# Dunwich dynamo 2012 - my ride report



## 4F (2 Jul 2012)

Dunwich Dynamo 2012
After a slow 9 mile bimble to Ipswich I met Scilly Suffolk and Matt O’Brien for the 16:09 for London Liverpool street before the short hop over to London Fields where a pint of ice cold Guinness was consumed. A short hunt for a bite to eat then followed which resulted in some dodgy looking Tapas which claimed to be pork but in reality could have been anything and thankfully my fears of whether this was a wise decision due to the lack of toilet facilities for the next 112 miles did not transpire. 

We set of about 8:15 in our mini CC peleton from London Fields as the masses were starting to move and had the usual first 8 miles of silliness with being general cut up by others who weren’t looking where they were going or seem to have any basic cycle road craft.

We re-grouped after about 6 miles as we headed off into direction “The Coast” and set about a good pace. With the ride being earlier in the year the night seemed a lot lighter which was helpful in avoiding the potholes on the run through Epping. One looked in quite a horrific state and I am sure you would have needed a ladder to get out had you had the misfortune of entering.

Before we knew it Great Dunmow had been and passed and I was more than pleased to see the back of this place as it was where I had an issue with some drunkards on last year’s ride. Sible Hedingham arrived and it was here that the three of us split for a while. Scilly went for some grub, a bottle refill and a kip, I had already decided that I would give it a miss due to the horrific queues encountered in 2010 and cracked on. Matt caught me up 20 minutes or so later and we steamed on towards Sudbury.

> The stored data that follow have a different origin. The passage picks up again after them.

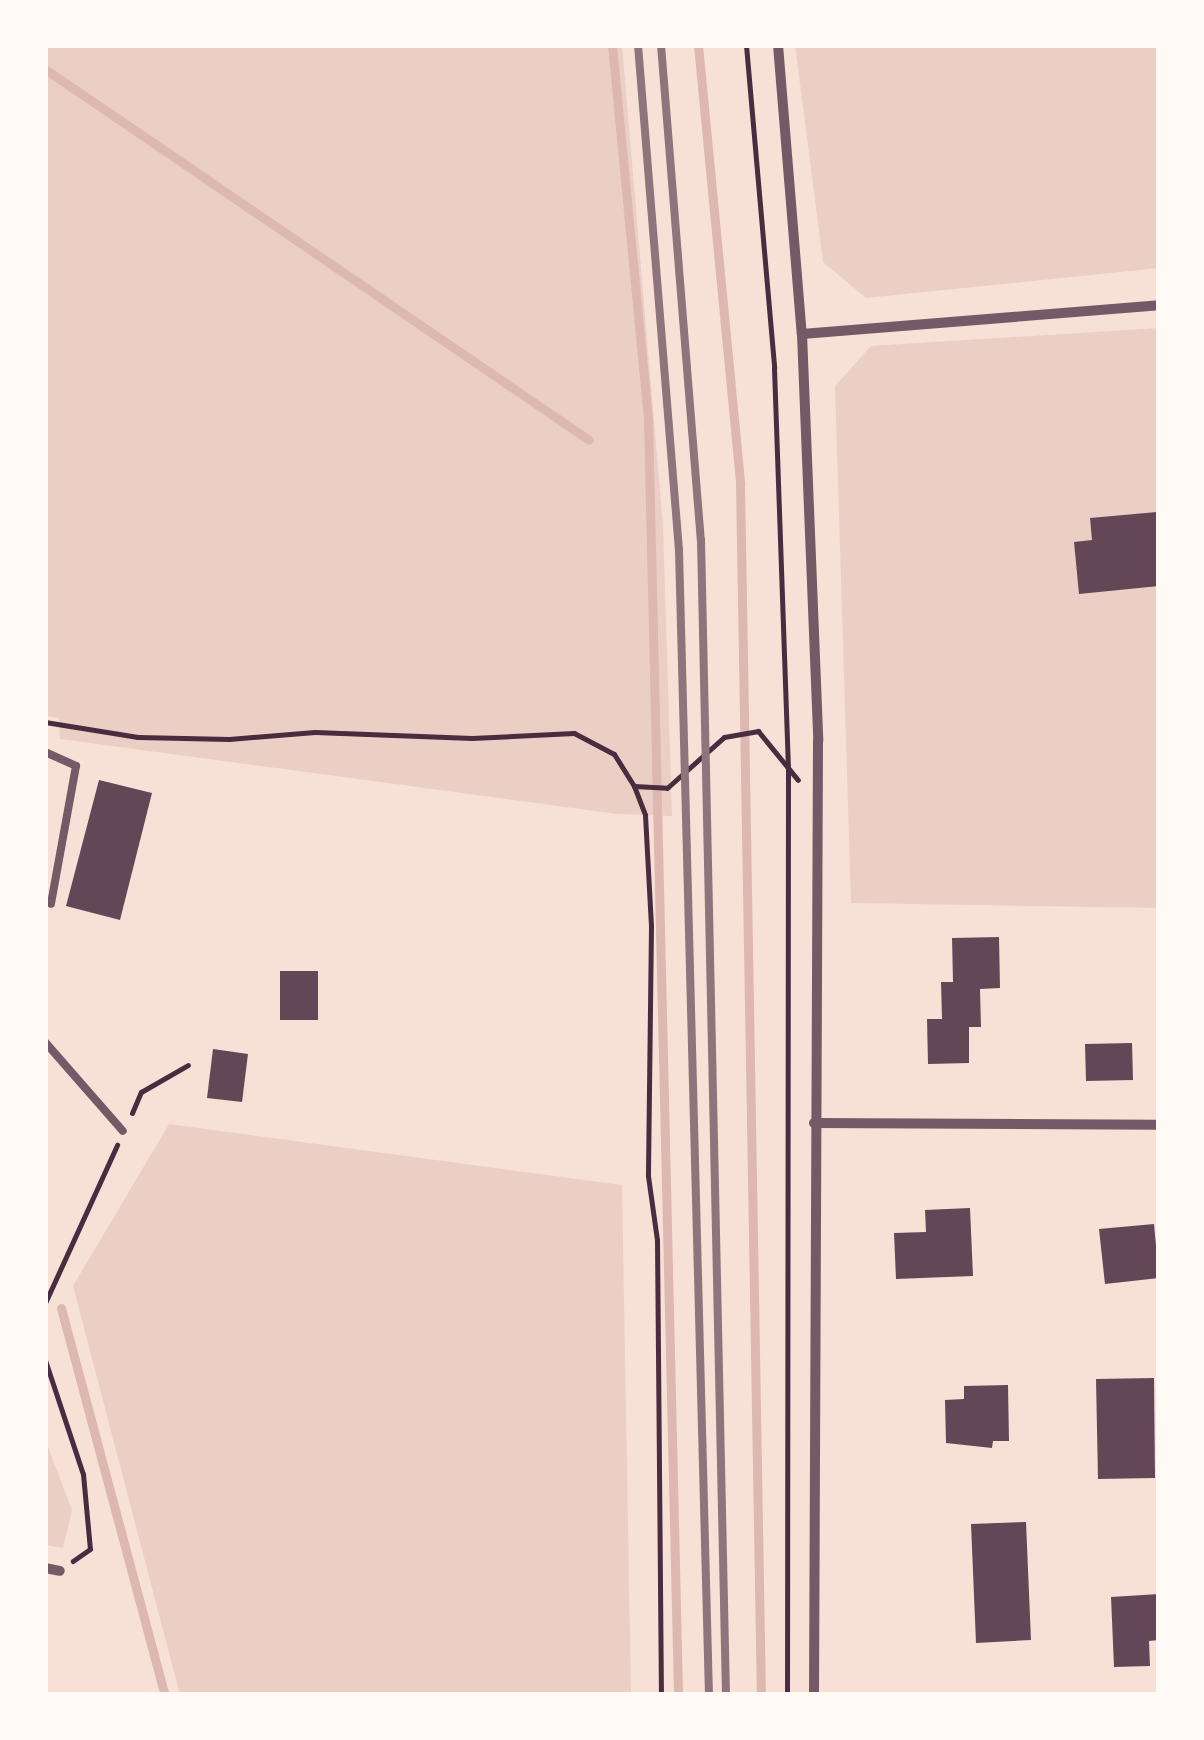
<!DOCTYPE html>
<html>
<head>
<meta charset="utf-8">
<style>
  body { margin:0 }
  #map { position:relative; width:1204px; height:1740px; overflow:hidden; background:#f7e1d7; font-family:Roboto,sans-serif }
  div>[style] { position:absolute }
  .green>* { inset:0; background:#ebcfc5 }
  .stream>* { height:9px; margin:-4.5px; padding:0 4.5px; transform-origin:4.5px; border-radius:4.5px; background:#dcb8b0 }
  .building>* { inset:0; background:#644757 }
  .path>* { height:5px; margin:-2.5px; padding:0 2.5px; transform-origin:2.5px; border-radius:2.5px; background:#4a2c40 }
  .service>* { height:8px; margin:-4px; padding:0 4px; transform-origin:4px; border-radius:4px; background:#755966 }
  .minor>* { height:10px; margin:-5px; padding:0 5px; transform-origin:5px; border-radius:5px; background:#755966 }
  .rail>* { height:8px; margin:-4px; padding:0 4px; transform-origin:4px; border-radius:4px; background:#8f747c }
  span { translate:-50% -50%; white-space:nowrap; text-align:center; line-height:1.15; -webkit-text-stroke:8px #fffaf5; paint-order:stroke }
  .frame { position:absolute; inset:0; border:48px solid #fffaf5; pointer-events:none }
</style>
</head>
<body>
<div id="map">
  <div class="green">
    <div style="clip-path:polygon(45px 45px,622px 45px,663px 525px,672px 816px,617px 814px,60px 739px,59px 718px,45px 716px)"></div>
    <div style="clip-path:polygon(795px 45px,1159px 45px,1159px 268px,866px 298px,823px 262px)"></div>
    <div style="clip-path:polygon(1159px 328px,1159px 908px,851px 903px,835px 386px,871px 346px)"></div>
    <div style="clip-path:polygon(169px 1124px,622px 1185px,631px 1695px,180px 1695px,73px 1286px)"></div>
    <div style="clip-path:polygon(45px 1439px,72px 1510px,63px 1548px,45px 1545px)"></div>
  </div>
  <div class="stream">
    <div style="left:612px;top:45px;width:377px;rotate:84.5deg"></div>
    <div style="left:648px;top:420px;width:1275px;rotate:88.65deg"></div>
    <div style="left:698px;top:45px;width:441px;rotate:84.5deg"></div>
    <div style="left:740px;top:484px;width:1211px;rotate:89.01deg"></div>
    <div style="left:45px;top:69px;width:658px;rotate:34.29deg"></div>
    <div style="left:61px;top:1308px;width:401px;rotate:75deg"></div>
  </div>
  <div class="building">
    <div style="clip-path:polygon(1157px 512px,1159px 586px,1079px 594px,1074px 542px,1092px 540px,1090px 518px)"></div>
    <div style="clip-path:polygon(99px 780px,152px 793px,120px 920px,66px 906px)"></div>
    <div style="clip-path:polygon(999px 937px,1000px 988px,980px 989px,981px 1027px,969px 1027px,969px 1063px,928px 1064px,927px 1019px,942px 1019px,941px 982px,953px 982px,952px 938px)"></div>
    <div style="clip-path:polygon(280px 971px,318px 971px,318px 1020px,280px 1020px)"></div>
    <div style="clip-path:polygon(1132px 1043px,1133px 1080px,1086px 1081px,1085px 1044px)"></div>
    <div style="clip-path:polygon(213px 1049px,248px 1054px,242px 1102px,207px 1098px)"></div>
    <div style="clip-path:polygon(970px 1208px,973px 1276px,896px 1279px,894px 1233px,926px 1232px,925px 1210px)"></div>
    <div style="clip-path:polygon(1154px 1224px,1159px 1278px,1105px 1284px,1099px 1229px)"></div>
    <div style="clip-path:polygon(1154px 1378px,1155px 1478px,1098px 1479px,1096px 1379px)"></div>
    <div style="clip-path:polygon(1008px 1385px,1009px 1441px,993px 1441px,992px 1448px,946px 1443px,945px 1400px,964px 1399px,964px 1386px)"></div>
    <div style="clip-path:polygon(1026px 1522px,1031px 1640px,976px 1643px,971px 1524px)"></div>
    <div style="clip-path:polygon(1159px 1594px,1159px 1640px,1149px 1641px,1150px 1666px,1114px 1667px,1111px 1597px)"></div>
  </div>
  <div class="path">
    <div style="left:746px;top:45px;width:324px;rotate:85deg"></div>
    <div style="left:774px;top:368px;width:400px;rotate:88deg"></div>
    <div style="left:788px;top:768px;width:927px;rotate:90.06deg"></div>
    <div style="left:45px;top:722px;width:94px;rotate:9.2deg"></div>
    <div style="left:138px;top:737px;width:91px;rotate:1.3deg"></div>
    <div style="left:229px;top:739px;width:86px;rotate:-4.7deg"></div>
    <div style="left:315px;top:732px;width:157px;rotate:2.2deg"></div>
    <div style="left:472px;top:738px;width:102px;rotate:-2.8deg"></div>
    <div style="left:574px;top:733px;width:45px;rotate:27.7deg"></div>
    <div style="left:614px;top:754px;width:38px;rotate:58deg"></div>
    <div style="left:634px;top:786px;width:31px;rotate:69deg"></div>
    <div style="left:645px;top:815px;width:111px;rotate:86.9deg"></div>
    <div style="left:651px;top:926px;width:250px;rotate:90.7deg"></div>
    <div style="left:648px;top:1176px;width:65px;rotate:82deg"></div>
    <div style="left:657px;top:1240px;width:455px;rotate:89.5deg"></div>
    <div style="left:634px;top:786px;width:33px;rotate:3deg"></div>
    <div style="left:667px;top:788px;width:76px;rotate:-41.8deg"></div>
    <div style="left:724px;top:737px;width:35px;rotate:-10deg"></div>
    <div style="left:758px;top:731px;width:63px;rotate:50.8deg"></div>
    <div style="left:132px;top:1113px;width:23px;rotate:-67deg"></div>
    <div style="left:141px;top:1092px;width:54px;rotate:-29.9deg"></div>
    <div style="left:45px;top:1303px;width:174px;rotate:-65.5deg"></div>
    <div style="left:45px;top:1360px;width:120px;rotate:71.6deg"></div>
    <div style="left:83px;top:1474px;width:75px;rotate:84.7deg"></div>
    <div style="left:90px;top:1549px;width:21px;rotate:145deg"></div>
  </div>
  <div class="service">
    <div style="left:45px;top:752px;width:34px;rotate:24deg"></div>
    <div style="left:76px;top:766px;width:140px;rotate:100.3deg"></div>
    <div style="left:45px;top:1042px;width:118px;rotate:48.8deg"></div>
  </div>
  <div class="minor">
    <div style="left:778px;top:45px;width:290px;rotate:85.3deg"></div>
    <div style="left:802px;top:334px;width:407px;rotate:87.7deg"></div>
    <div style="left:818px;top:741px;width:954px;rotate:90.24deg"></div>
    <div style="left:802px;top:334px;width:358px;rotate:-4.6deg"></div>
    <div style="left:814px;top:1123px;width:345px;rotate:0.3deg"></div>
    <div style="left:45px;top:1568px;width:15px;rotate:11deg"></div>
  </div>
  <div class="rail">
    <div style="left:638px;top:45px;width:507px;rotate:85.36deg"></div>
    <div style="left:679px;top:550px;width:1145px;rotate:88.5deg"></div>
    <div style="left:661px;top:45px;width:497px;rotate:85.4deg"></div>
    <div style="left:701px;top:540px;width:1155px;rotate:88.76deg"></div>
  </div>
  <div class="frame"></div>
</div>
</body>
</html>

We stopped at the bus stop at the top of the hill for a bite to eat and also at the bike shop that had set up an overnight bottle refill, free flapjack and repair centre, top marks to all involved.

Matt and I left Sudbury and the time had just gone midnight which was way earlier then I have ever got here before and certainly helped by the decent pace we had set and the favourable tailwind. A five minute pit stop at Needham lakes followed to answer a call of nature before cracking on to the bacon roll stop in Helmingham. As per last year the bacon was excellent followed by a decent cup of tea and I read that they raised over £800 for charity, again top marks.

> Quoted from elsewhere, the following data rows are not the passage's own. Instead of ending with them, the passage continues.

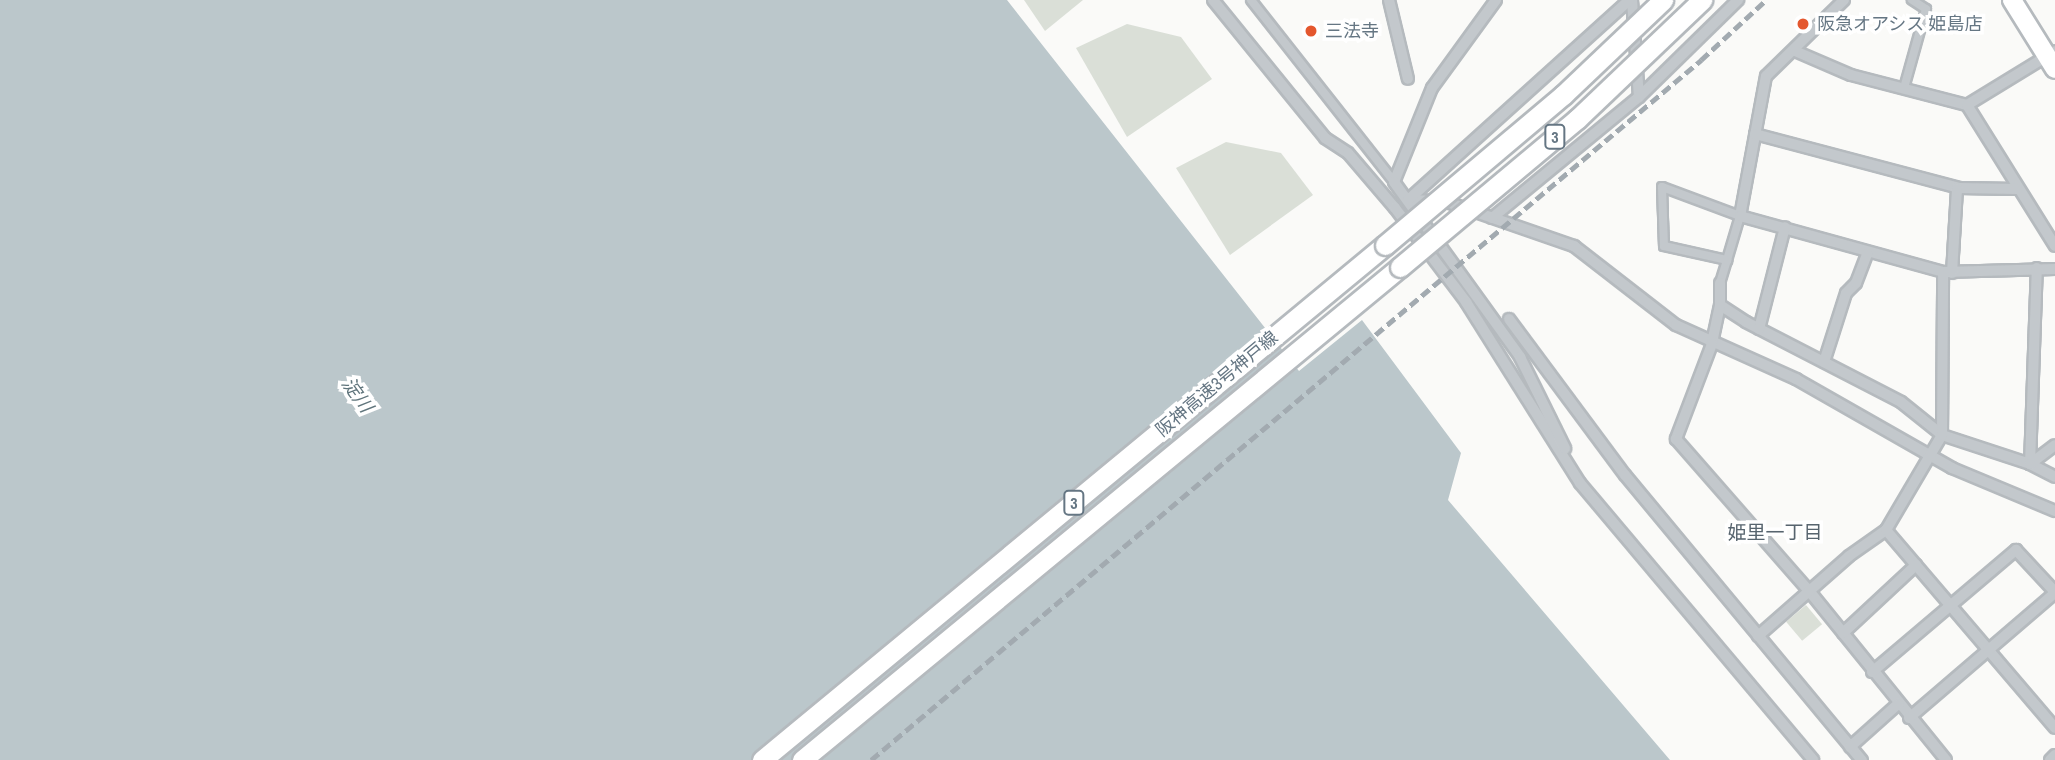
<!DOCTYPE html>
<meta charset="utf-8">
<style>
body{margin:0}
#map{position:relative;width:2055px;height:760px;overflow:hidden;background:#fafaf8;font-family:"Archivo Narrow","Noto Sans JP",sans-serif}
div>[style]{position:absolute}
.green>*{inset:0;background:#dadfd7;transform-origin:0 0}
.water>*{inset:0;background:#bbc7cb}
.roads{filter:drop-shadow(2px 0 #b5babe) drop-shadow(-2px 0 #b5babe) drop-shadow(0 2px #b5babe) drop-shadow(0 -2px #b5babe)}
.pedestrian>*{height:8px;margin:-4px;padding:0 4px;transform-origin:4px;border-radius:4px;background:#c3c8cc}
.minor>*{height:10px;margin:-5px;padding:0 5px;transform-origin:5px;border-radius:5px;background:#c3c8cc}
.primary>*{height:18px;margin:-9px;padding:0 9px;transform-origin:9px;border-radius:9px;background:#fff}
.motorway>*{height:19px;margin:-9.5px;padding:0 9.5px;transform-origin:9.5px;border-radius:9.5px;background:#fff}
.rail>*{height:4.5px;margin-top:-2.25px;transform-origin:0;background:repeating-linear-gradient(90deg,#a2aab0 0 10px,transparent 0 15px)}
.bridges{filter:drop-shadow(2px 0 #b4b9bd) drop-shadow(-2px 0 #b4b9bd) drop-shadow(0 2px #b4b9bd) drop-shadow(0 -2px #b4b9bd)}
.motorway-bridge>*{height:19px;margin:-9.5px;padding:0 9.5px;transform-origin:9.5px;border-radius:9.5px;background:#fff}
.dots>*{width:19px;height:19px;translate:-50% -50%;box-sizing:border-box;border:4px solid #fff;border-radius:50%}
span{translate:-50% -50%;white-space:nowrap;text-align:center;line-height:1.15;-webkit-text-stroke:7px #fff;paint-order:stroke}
.shield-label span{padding:2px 5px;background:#fff;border:2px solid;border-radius:5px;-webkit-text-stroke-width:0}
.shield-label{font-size:16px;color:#657683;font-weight:700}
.poi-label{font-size:18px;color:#657683}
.left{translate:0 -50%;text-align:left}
.street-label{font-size:18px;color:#657683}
.water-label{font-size:19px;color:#60757c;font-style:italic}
.neighbourhood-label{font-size:19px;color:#57646e}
</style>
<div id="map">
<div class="green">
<div style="clip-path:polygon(1024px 0,1083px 0,1045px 31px)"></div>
<div style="clip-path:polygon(1127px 24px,1181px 37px,1212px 79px,1127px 137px,1076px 48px)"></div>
<div style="clip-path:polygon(1226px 142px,1281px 153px,1313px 195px,1230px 255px,1176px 168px)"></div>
<div style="left:1806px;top:605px;width:25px;height:26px;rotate:50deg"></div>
</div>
<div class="water">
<div style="clip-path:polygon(0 0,1007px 0,1299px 371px,1362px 320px,1461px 453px,1448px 500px,1670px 760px,0 760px)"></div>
</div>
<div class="roads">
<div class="pedestrian">
<div style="left:1251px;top:0;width:231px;rotate:51.8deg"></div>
<div style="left:1904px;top:88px;width:82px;rotate:-74.4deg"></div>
<div style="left:1926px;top:9px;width:17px;rotate:-147deg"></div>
<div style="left:1720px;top:283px;width:24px;rotate:-73deg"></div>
<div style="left:1727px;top:260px;width:46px;rotate:-73.5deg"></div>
<div style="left:1740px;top:216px;width:83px;rotate:-159.6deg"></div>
<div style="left:1662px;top:187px;width:59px;rotate:88.1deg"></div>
<div style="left:1664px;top:246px;width:65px;rotate:12.5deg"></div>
</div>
<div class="minor">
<div style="left:1213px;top:0;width:178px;rotate:50.9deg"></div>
<div style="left:1325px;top:138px;width:27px;rotate:33deg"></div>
<div style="left:1348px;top:153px;width:72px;rotate:49.5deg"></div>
<div style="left:1395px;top:208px;width:118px;rotate:52.9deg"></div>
<div style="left:1466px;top:302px;width:214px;rotate:57.8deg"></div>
<div style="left:1580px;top:483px;width:362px;rotate:49.9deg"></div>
<div style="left:1389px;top:0;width:81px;rotate:76.5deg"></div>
<div style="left:1496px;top:0;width:109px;rotate:126deg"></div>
<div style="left:1432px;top:88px;width:101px;rotate:112deg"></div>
<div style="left:1394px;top:182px;width:216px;rotate:54.2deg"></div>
<div style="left:1520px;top:357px;width:102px;rotate:63.7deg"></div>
<div style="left:1632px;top:0;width:97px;rotate:85.9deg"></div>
<div style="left:1844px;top:0;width:109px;rotate:135.7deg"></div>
<div style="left:1766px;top:76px;width:142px;rotate:100.5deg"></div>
<div style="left:1740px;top:216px;width:211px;rotate:15.4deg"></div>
<div style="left:1943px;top:272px;width:112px;rotate:-1.5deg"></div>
<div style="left:1795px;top:51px;width:61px;rotate:23.2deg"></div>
<div style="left:1851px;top:75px;width:120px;rotate:14.5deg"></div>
<div style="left:1967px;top:105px;width:166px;rotate:58deg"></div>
<div style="left:1967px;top:105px;width:103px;rotate:-31.5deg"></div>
<div style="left:1755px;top:134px;width:211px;rotate:14.8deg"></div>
<div style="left:1959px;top:188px;width:58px;rotate:1deg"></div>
<div style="left:1408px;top:200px;width:36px;rotate:2deg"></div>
<div style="left:1444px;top:201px;width:138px;rotate:19.1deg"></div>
<div style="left:1574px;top:246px;width:129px;rotate:37.8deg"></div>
<div style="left:1676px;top:325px;width:132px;rotate:24.2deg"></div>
<div style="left:1796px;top:379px;width:180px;rotate:29.7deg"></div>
<div style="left:1952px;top:468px;width:112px;rotate:22.7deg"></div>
<div style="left:1408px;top:200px;width:298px;rotate:-42.1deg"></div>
<div style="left:1492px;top:218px;width:190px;rotate:-39.5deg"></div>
<div style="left:1639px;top:97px;width:139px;rotate:-44.4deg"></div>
<div style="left:1952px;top:273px;width:85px;rotate:-86.6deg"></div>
<div style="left:1720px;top:283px;width:22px;rotate:90deg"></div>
<div style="left:1720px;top:305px;width:31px;rotate:33deg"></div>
<div style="left:1746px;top:322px;width:174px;rotate:27.3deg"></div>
<div style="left:1901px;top:402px;width:53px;rotate:38.8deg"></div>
<div style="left:1942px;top:435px;width:93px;rotate:18.2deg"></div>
<div style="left:2030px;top:464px;width:28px;rotate:27deg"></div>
<div style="left:1720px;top:305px;width:40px;rotate:102deg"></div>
<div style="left:1712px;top:344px;width:102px;rotate:110.8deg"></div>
<div style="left:1676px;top:439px;width:203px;rotate:48.8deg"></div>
<div style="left:1810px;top:592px;width:216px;rotate:51deg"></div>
<div style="left:1509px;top:319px;width:194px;rotate:53.4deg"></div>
<div style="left:1625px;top:475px;width:371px;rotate:50.3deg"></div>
<div style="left:1759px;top:329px;width:105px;rotate:-75.7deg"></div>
<div style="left:1824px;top:362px;width:72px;rotate:-72.3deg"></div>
<div style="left:1846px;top:293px;width:14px;rotate:-45deg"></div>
<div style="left:1856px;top:283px;width:31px;rotate:-69deg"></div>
<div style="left:2030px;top:464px;width:196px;rotate:-88deg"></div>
<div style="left:2030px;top:464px;width:31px;rotate:-37deg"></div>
<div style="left:1886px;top:530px;width:260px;rotate:49.5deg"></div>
<div style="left:1843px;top:633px;width:100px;rotate:-43deg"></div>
<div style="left:1758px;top:636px;width:121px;rotate:-41.3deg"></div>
<div style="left:1849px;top:556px;width:45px;rotate:-35.1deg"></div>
<div style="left:1886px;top:530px;width:110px;rotate:-59.5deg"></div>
<div style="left:1942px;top:435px;width:163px;rotate:-89.6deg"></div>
<div style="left:1872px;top:672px;width:189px;rotate:-40.3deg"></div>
<div style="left:2016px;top:550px;width:57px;rotate:47.1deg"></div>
<div style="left:1909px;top:718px;width:192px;rotate:-40.6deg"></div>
<div style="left:1850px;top:747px;width:64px;rotate:-41.9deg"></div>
<div style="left:2050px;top:760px;width:7px;rotate:-45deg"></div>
</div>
<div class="primary">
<div style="left:2012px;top:0;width:81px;rotate:58.1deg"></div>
</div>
<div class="motorway">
<div style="left:762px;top:760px;width:808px;rotate:-39.58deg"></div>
<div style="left:802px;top:760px;width:775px;rotate:-39.5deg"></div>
</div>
</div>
<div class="rail">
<div style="left:871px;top:760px;width:1086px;rotate:-40.14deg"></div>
<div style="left:1701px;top:60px;width:88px;rotate:-42.7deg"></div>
</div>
<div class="bridges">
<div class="motorway-bridge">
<div style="left:1385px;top:245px;width:233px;rotate:-40.1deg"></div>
<div style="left:1563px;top:95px;width:138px;rotate:-43.5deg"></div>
<div style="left:1400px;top:267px;width:231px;rotate:-39.9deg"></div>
<div style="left:1577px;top:119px;width:173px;rotate:-43.6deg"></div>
</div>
</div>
<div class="dots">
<div style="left:1803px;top:24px;background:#e4572e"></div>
<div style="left:1311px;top:31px;background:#e4572e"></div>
</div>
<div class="shield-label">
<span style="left:1555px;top:137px">3</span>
<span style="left:1074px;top:503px">3</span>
</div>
<div class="poi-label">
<span class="left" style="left:1817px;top:24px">阪急オアシス 姫島店</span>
<span class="left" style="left:1325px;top:31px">三法寺</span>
</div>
<div class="street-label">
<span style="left:1217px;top:384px;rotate:-40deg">阪神高速3号神戸線</span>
</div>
<div class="water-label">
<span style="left:357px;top:395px;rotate:54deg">淀川</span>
</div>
<div class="neighbourhood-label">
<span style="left:1775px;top:533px">姫里一丁目</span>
</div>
</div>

This fuel seemed to recharge the legs and we headed of with the time showing 2:20 am knowing that we had less than 30 miles to go to Dunwich. A peleton of about 20 bikes formed and we kept together in the same group virtually all the way greatly aided by one of the chaps having a Garmin shouting directions as we approached turnings. Having always reached these points previously in the morning sunrise they looked very different in the darkness and I was more than thankful for modern technology.

As I mentioned to Matt to look out for stones on the small road at Sibton I had a brown trouser moment as the familiar crackling sound came from under my wheels with a corner looming but thankfully stayed up right and onwards we went.

Across the A12 we went which is where we pushed the pace up and went onwards to Dunwich and before we knew it we had arrived despite me turning at The Ship PH rather than straight on, doh.

The time was 4:07 am which had easily bettered my best expectation of arriving before 6 and the queue for the cafe was a short twenty minutes which was a right result. A full English was ordered and comsumed with three cups of tea and it was at this stage that thom sat at our table and after spotting my cycle chat top and we had a natter for a while.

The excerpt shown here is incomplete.